- IOC code: GEQ
- NOC: Olympic Committee of Equatorial Guinea

in Paris, France 26 July 2024 – 11 August 2024
- Competitors: 3 (2 men and 1 woman) in 2 sports
- Flag bearers (opening): Higinio Ndong & Sefora Ada Eto
- Flag bearer (closing): N/A
- Medals: Gold 0 Silver 0 Bronze 0 Total 0

Summer Olympics appearances (overview)
- 1984; 1988; 1992; 1996; 2000; 2004; 2008; 2012; 2016; 2020; 2024;

= Equatorial Guinea at the 2024 Summer Olympics =

Equatorial Guinea competed at the 2024 Summer Olympics in Paris from 26 July to 11 August 2024. It was the nation's eleventh consecutive appearance at the Summer Olympics.

==Competitors==
The following is the list of number of competitors in the Games.

| Sport | Men | Women | Total |
|---|---|---|---|
| Athletics | 1 | 1 | 2 |
| Swimming | 1 | 0 | 1 |
| Total | 2 | 1 | 3 |

==Athletics==

Equatorial Guinea sent two sprinters to compete at the 2024 Summer Olympics.

- Track and events

| Athlete | Event | Preliminary |  | Heat |  | Semifinal |  | Final |  |
| Result | Rank | Result | Rank | Result | Rank | Result | Rank |
| Remigio Santander | Men's 100 m | 11.65 SB | 7 | Did not advance |  |  |  |  |  |
| Sefora Ada Eto | Women's 100 m | 13.63 PB | 7 | Did not advance |  |  |  |  |  |

==Swimming==

Equatorial Guinea received one universality quota spot.
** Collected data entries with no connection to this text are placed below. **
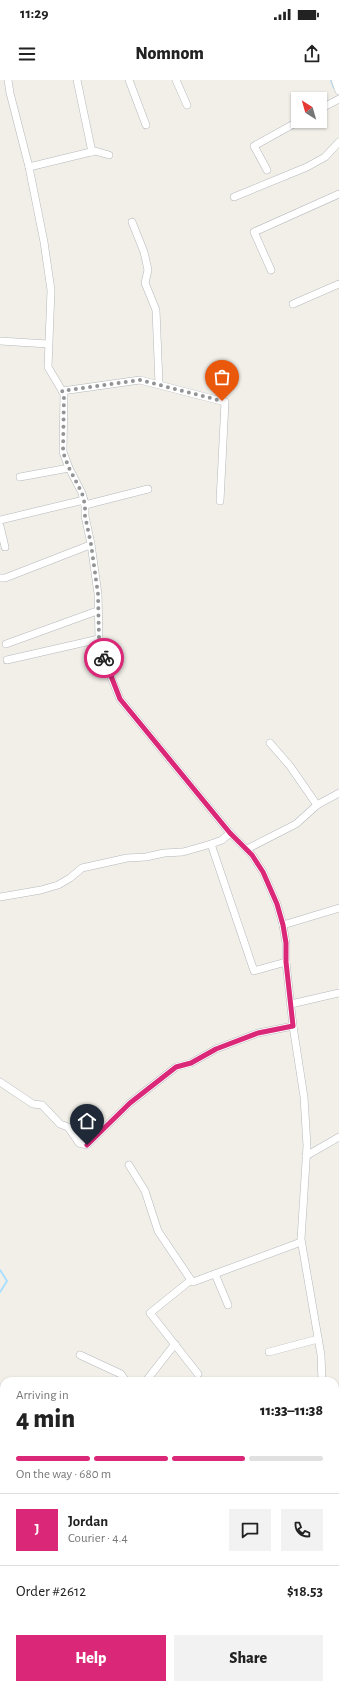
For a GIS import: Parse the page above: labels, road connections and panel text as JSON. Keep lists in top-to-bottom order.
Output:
{
  "north": "top left",
  "page": {
    "status": "11:29",
    "header": "Nomnom",
    "heading": ["4 min", "Arriving in", "11:33–11:38"],
    "panel": [
      "Jordan",
      "Courier · 4.4",
      "Order #2612",
      "$18.53"
    ],
    "bar": "On the way · 680 m",
    "round": "J",
    "buttons": ["Help", "Share"]
  }
}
| Athlete | Event | Heat |  | Semifinal |  | Final |  |
| Time | Rank | Time | Rank | Time | Rank |
| Higinio Ndong | Men's 50 m freestyle | 28.42 | 67 | Did not advance |  |  |  |

Qualifiers for the latter rounds (Q) of all events were decided on a time only basis, therefore positions shown are overall results versus competitors in all heats.